This opinion will be unpublished and
may not be cited except as provided by
Minn. Stat. § 480A.08, subd. 3 (2004).
IN COURT OF APPEALS
John Joseph Bussmann,
Filed September 19, 2006
Hennepin County District Court
File No. 04-01-1306
Mike Hatch, Attorney General, 1800 Bremer Tower, 445 Minnesota Street, St. Paul, MN 55101; and
Amy Klobuchar, Hennepin County Attorney, Thomas A. Weist, Assistant County Attorney, C-2000 Government Center, 300 South Sixth Street, Minneapolis, MN 55487 (for respondent)
John G. Westrick, Kirk M. Anderson, Westrick & McDowall-Nix, P.L.L.P., 450 Degree of Honor Building, 325 Cedar Street, St. Paul, MN 55101 (for appellant)
Considered and decided by Toussaint, Chief Judge; Stoneburner, Judge; and Worke, Judge.

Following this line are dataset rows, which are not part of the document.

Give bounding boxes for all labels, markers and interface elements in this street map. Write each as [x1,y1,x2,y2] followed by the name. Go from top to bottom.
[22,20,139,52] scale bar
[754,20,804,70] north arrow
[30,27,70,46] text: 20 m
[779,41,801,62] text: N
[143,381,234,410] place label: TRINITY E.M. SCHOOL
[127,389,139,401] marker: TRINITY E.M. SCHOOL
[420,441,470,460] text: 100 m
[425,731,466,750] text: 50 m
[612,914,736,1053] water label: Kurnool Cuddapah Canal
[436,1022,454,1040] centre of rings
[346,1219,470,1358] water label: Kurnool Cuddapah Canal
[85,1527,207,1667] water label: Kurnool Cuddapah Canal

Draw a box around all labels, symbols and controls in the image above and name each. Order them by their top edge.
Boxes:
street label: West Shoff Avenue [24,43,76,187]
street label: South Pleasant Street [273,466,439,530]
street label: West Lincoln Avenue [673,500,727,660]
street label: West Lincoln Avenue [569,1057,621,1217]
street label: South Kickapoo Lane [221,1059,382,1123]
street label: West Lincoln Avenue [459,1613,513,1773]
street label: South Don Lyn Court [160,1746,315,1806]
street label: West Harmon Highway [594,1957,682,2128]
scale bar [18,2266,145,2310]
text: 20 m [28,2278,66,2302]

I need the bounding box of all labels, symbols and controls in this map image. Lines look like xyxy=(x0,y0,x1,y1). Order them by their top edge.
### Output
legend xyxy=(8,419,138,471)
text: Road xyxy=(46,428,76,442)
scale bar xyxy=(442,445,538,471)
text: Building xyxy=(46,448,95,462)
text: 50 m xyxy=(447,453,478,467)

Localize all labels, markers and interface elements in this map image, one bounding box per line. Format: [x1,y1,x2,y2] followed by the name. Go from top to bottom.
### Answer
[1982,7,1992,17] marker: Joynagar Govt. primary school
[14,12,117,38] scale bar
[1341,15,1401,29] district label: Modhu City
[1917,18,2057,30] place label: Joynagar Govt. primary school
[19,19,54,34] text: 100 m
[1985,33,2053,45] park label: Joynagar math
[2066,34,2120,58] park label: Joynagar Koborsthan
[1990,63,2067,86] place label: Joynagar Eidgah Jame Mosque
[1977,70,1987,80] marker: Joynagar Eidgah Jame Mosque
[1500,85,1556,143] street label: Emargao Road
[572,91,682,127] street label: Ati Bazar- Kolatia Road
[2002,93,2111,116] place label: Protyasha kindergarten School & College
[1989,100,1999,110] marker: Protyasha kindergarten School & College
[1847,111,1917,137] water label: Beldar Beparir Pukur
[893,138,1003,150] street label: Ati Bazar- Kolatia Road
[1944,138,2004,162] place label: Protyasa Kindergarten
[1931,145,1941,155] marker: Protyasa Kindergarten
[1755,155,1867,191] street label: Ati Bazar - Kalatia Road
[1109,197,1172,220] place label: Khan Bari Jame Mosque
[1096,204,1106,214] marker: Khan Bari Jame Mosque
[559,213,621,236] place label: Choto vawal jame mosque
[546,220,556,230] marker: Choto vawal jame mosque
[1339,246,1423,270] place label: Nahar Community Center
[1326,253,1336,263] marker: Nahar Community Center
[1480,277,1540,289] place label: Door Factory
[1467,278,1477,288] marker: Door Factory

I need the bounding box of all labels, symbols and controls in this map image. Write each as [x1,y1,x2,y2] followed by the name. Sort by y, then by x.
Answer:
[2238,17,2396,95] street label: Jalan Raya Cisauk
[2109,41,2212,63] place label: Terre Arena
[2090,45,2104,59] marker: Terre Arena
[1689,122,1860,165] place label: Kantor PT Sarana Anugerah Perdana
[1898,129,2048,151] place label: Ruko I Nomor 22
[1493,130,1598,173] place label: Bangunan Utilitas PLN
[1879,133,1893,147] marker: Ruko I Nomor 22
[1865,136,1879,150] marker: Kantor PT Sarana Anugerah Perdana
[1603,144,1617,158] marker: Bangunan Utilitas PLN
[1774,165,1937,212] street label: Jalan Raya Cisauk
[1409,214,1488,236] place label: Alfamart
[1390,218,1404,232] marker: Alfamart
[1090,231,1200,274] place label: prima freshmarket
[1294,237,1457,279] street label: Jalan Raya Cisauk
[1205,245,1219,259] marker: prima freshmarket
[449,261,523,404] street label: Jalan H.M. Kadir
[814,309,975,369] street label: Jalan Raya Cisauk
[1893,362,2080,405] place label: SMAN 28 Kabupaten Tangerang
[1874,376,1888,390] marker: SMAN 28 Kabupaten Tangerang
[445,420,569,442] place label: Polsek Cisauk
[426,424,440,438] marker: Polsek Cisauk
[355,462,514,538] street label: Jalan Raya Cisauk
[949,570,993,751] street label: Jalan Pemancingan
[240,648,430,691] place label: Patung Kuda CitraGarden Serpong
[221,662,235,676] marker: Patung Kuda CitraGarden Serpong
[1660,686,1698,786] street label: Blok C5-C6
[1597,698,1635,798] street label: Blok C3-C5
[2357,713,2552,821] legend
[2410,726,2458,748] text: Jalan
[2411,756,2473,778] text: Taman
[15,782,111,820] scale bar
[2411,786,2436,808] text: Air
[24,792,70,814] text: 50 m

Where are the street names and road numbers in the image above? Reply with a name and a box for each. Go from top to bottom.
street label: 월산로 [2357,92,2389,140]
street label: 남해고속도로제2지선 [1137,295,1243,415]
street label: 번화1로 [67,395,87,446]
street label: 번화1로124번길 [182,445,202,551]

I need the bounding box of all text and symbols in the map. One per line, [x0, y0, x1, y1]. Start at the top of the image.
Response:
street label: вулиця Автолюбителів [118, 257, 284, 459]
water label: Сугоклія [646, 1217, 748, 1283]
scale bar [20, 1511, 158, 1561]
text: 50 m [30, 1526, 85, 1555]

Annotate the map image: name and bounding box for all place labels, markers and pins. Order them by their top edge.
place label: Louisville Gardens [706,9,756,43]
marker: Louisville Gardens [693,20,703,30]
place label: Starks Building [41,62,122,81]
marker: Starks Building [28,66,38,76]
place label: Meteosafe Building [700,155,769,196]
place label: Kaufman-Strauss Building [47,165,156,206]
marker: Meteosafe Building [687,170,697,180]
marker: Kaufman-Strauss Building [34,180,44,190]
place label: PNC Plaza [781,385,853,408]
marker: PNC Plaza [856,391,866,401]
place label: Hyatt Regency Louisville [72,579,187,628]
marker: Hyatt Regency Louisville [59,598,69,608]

U N P U B L I S H E D O P I N I O N
On appeal from conviction of two counts of third-degree criminal sexual conduct, fifth-degree criminal sexual conduct, indecent exposure, theft, and theft by swindle, appellant argues that the district court abused its discretion by denying his motion for a new trial. Appellant argues that (1) the district court failed to sever the charges, (2) the district court abused its discretion by admitting Spreigl evidence, (3) he was prejudiced by the state’s failure to disclose evidence and by the contradiction between one witness’s testimony and the complaint, and (4) the district court abused its discretion in admitting testimony that entangled religious doctrine with civil law. Appellant also argues that Minn. Stat. § 609.344(1)(l)(ii) (2002) is unconstitutional, that there was insufficient evidence to support convictions of the two third-degree criminal-sexual-conduct charges, and that the theft and theft-by-swindle charges were barred by the statute of limitations. We affirm.
D E C I S I O N
Appellant John Joseph Bussmann argues that the
district court abused its discretion in denying his motion for a new trial. This court reviews the district
court’s denial of a motion for a new trial for abuse of discretion. State
v. Ahmed, 708 N.W.2d 574, 585 (
On March 18, 2004, appellant was charged with third-degree criminal sexual conduct, in violation of Minn. Stat. § 609.344, subd. 1(l)(ii) (2002); fourth-degree criminal sexual conduct, in violation of Minn. Stat. § 609.345, subd. 1(l)(ii) (2002); fifth-degree criminal sexual conduct, in violation of Minn. Stat. § 609.3451, subd. 1(1) (2002); indecent exposure, in violation of Minn. Stat. § 617.23, subd. 1(1) (2002); and theft over $500, in violation of Minn. Stat. § 609.52, subd. 2(1) (2002). The complaint was amended three times: the fourth-degree criminal-sexual-conduct charge was amended to third-degree criminal sexual conduct, in violation of Minn. Stat. § 609.344, subd. 1(l)(ii); the charge of theft by swindle over $500, in violation of Minn. Stat. § 609.52, subd. 2(4) (2002), was added; and the victim of the theft and theft by swindle was changed from the church where appellant was the priest to a female victim. Appellant moved to sever the charges, and the district court divided the charges into two trials: the charges of fifth-degree criminal sexual conduct, indecent exposure, theft and theft by swindle were to be tried in Trial I; and the two charges of third-degree criminal sexual conduct were to be tried in Trial II. Appellant’s petition for a writ of prohibition restraining the district court from enforcing this order was denied by this court, and the supreme court denied further review.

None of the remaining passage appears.